その異変に男が気付くいとまも有らばこそ。
だんッ!!
テーブルの上に乗った皿が跳ね上がる程の勢いで、男の身体は床に叩き付けられた。
「あら、ウィルってば喧嘩、出来たんだ」
店内が奇妙な静寂に包まれる中、ソフィアが心底感心した口調でそんな事を呟くのが否応無しに耳に入り、ウィルは半眼で彼女の方を振り返った。
「勝てると思ったから放っておいたんじゃないわけ?」
「ズルすれば勝てるとは思ってたけど」
「ズルって」
言いながら、背骨を痛打し身動きが取れないらしい男に向かってウィルは歩み寄っていた。倒れた男の腹の上に片膝をつき、相手の顔の前に、す、と開いた右の手のひらを突きつける。
その体勢を作り上げてから彼はソフィアににやりとして、告げた。
「当たりだよ、ソフィア。ズルはちゃんとしたんだ。まともに力比べしちゃ、ガードした腕ごとぶっ飛ばされちゃうしね。……さて」
と、今度は男の方に目をやって、
「君も傭兵なら分かるんじゃないかな? これが俺の、本当の攻撃態勢だ……」
静かな口調で言い放つ。ウィルは、さほどきつい顔つきをした青年ではなかったのだが、足蹴にされる男はその青年が放つ気配の、凍えるほどの冷たさを感じ取ったようだった。苦痛に歪めていた顔をこわばらせ、おののきながら目を見開く。目の前に晒された手のひらの意味を、彼は察したのだ。
「なん……っ!? あ、あんたまさか」
「や、野郎! ジフから離れやがれ!」
倒され、踏みつけられたまま男が驚愕の声を上げる――それと同時に、男の仲間がそれとは別の叫びを上げていた。ウィルが振り返ると、二人の子分格は、ナイフを手に構えていた。少し手が震えているのは、持ち慣れぬ刃の所為か、信頼する親分をいとも簡単に打ち破った男を前にしている為か。

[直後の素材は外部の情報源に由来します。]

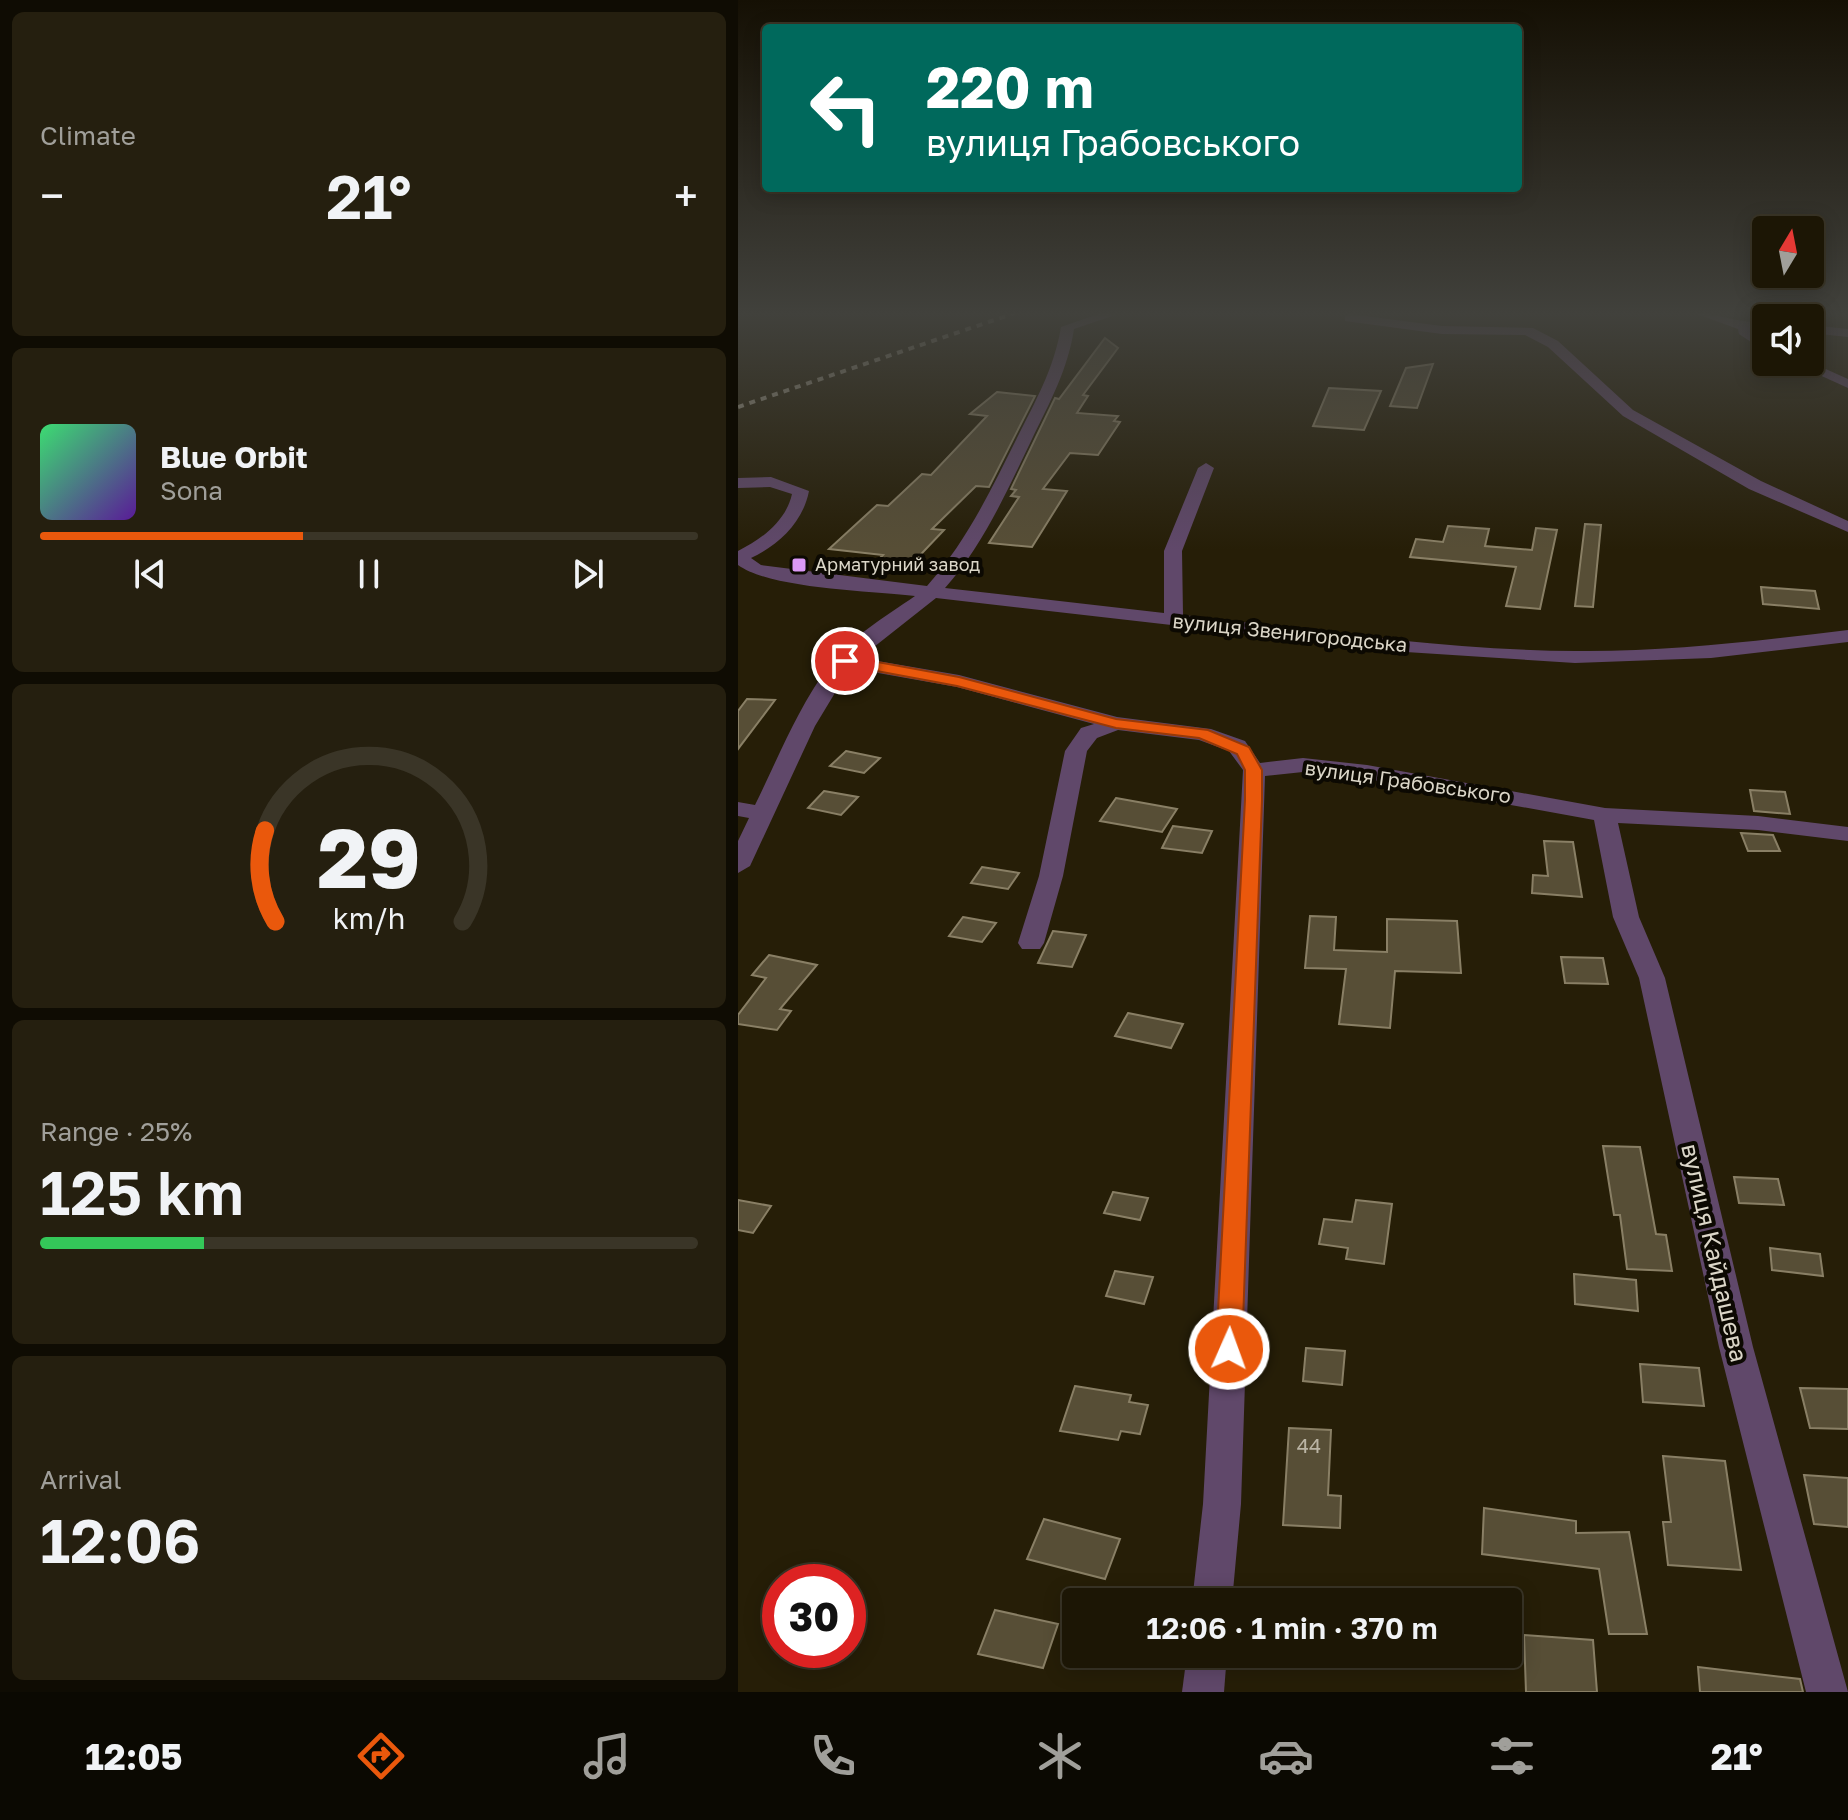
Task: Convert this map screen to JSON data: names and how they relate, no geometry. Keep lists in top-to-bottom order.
{
  "streets": {
    "street": ["вулиця Звенигородська", "вулиця Грабовського", "вулиця Кайдашева"]
  },
  "crossings": [
    ["вулиця Грабовського", "вулиця Кайдашева"]
  ],
  "places": {
    "transit": ["Арматурний завод"]
  },
  "house_numbers": ["44"],
  "north": "top",
  "page": {
    "tile": [
      "Climate",
      ["Range · 25%", "125 km"],
      ["Arrival", "12:06"]
    ],
    "turn": ["220 m", "вулиця Грабовського"],
    "heat": ["−", "21°", "+"],
    "song": ["Blue Orbit", "Sona"],
    "limit": "30",
    "trip": "12:06 · 1 min · 370 m",
    "tabs": ["12:05", "21°"],
    "gauge": ["29", "km/h"]
  }
}
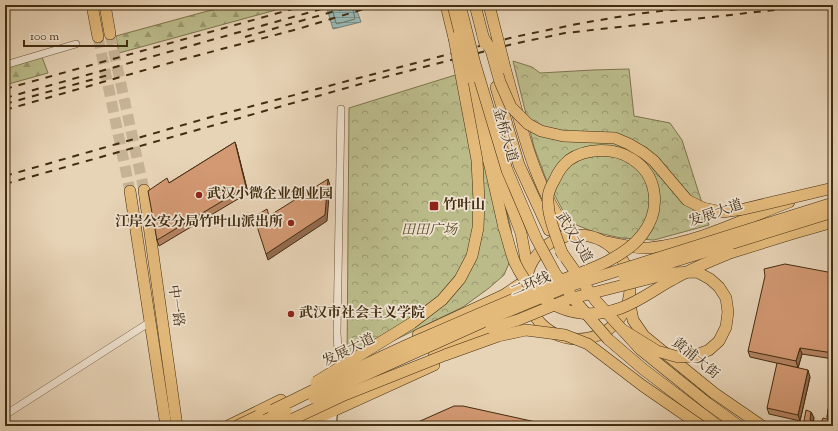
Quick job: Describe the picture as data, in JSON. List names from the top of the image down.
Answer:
{
  "streets": {
    "main road": [
      "金桥大道",
      "发展大道",
      "武汉大道",
      "二环线",
      "中一路",
      "黄浦大街"
    ]
  },
  "crossings": [
    ["金桥大道", "发展大道"],
    ["金桥大道", "黄浦大街"],
    ["发展大道", "黄浦大街"]
  ],
  "parks": ["田田广场"],
  "places": {
    "other": ["武汉小微企业创业园", "江岸公安分局竹叶山派出所", "武汉市社会主义学院"],
    "transit": ["竹叶山"]
  },
  "scale_bar": "100 m"
}
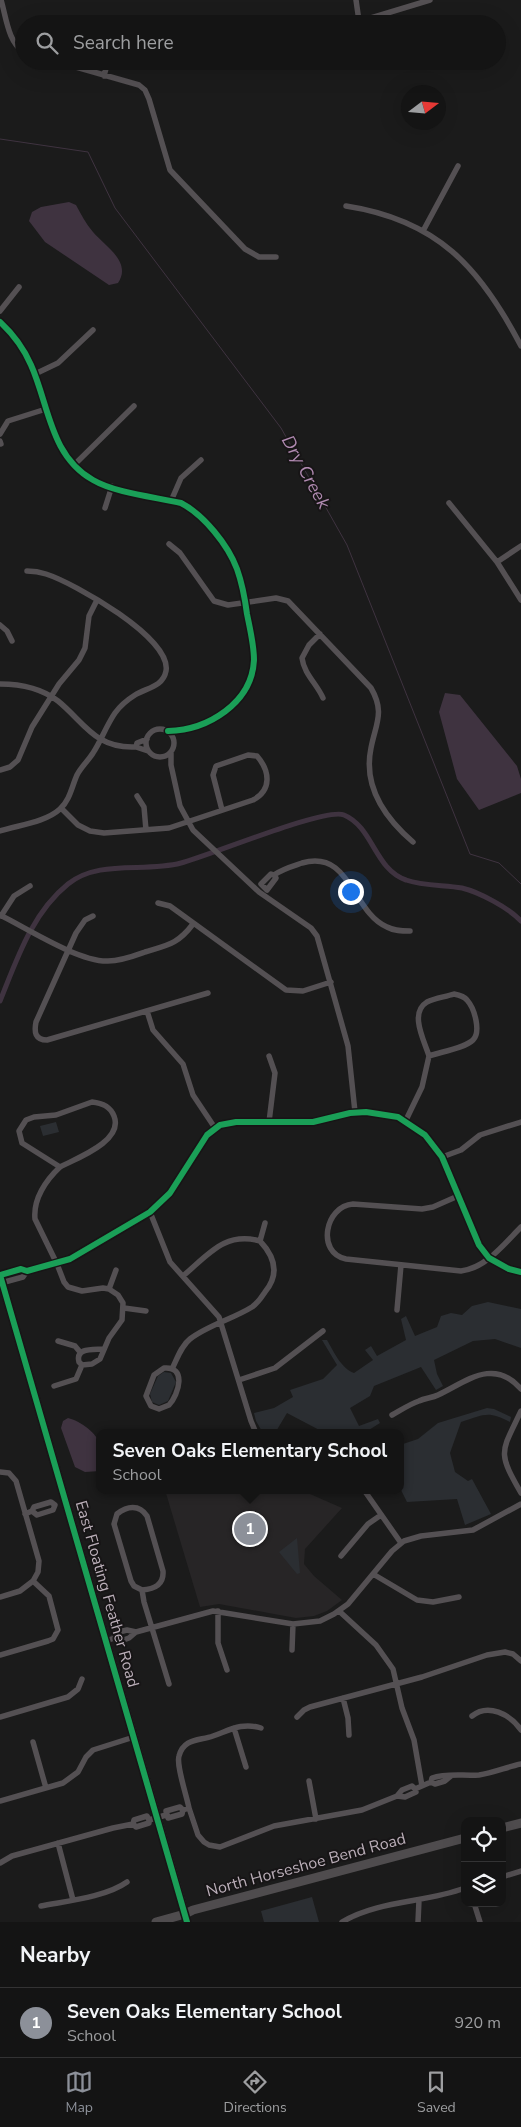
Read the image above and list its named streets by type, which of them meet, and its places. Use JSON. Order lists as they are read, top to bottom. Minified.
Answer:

小ぶりとは言え十分に人を殺傷する能力のある武器の出現に、流石に観客たちも驚いて、悲鳴と罵声で爆発が起きたような騒ぎになった。が、そんな周囲の混乱をよそに、ウィルはどこまでも冷静に、相手を見返していた。
刃を向けられての恫喝にも全く怯えを見せない青年に、男たちは焦れ、とうとう奇声を上げて走り出す。
ウィルは冷たく苦笑した。
「お、おい馬鹿お前らやめ……!」
やや力の緩んだウィルの足の下から、ジフとか呼ばれた男が慌てて仲間を制止しようとする。――が、遅い。
すっと、ウィルは立ち上がった。これで完全に男は解放されたわけだがそれにすら気付かず、仲間を止めようと悲鳴に近い叫びを上げる。
「よせお前ら、こいつは……!」
突撃の雄叫びと悲鳴の渦の中心で。
ごイん。
文字にするとそんな感じの、妙な、という他に言いようのない音を立て、男二人はすっこけた。
ダンスのフィニッシュのような見事な息の合せようで、二人は同時に、くるんと後ろにひっくり返る。
誰もが――必死な叫びを上げていた親分すらもが、あまりの唐突さに目を点にする。
皆の視線の交錯点には。
いつからいたのか、床でぴくぴくとしている男たちを左右に挟み、両手に金属製のスープ皿を持ったソフィアが立っていた。
ひっぱたいた……のだろう。音から察するに。
――絹糸のような髪が、その美を誇るかのように、さらりと揺れた。
「いぇい!」
何十もの視線に晒されても全く臆する所無く、おもむろに振り返った彼女は皿を持った手の親指を、相棒の青年に向かって、にゅ、と立てる。
「……いぇい。」
そんな彼女に、ウィルはやや付き合いの気配がある仕草で、右手の親指を立てて応えた。
――何なんだ、何者なんだこいつらは……!?
大の男をただの一撃で楽々とどつき倒した類稀なる美少女と、一見どうという事のなさそうな青年の奇妙な二人組を囲む酒場の店内は、今まさに最大級の沈黙に支配されていた。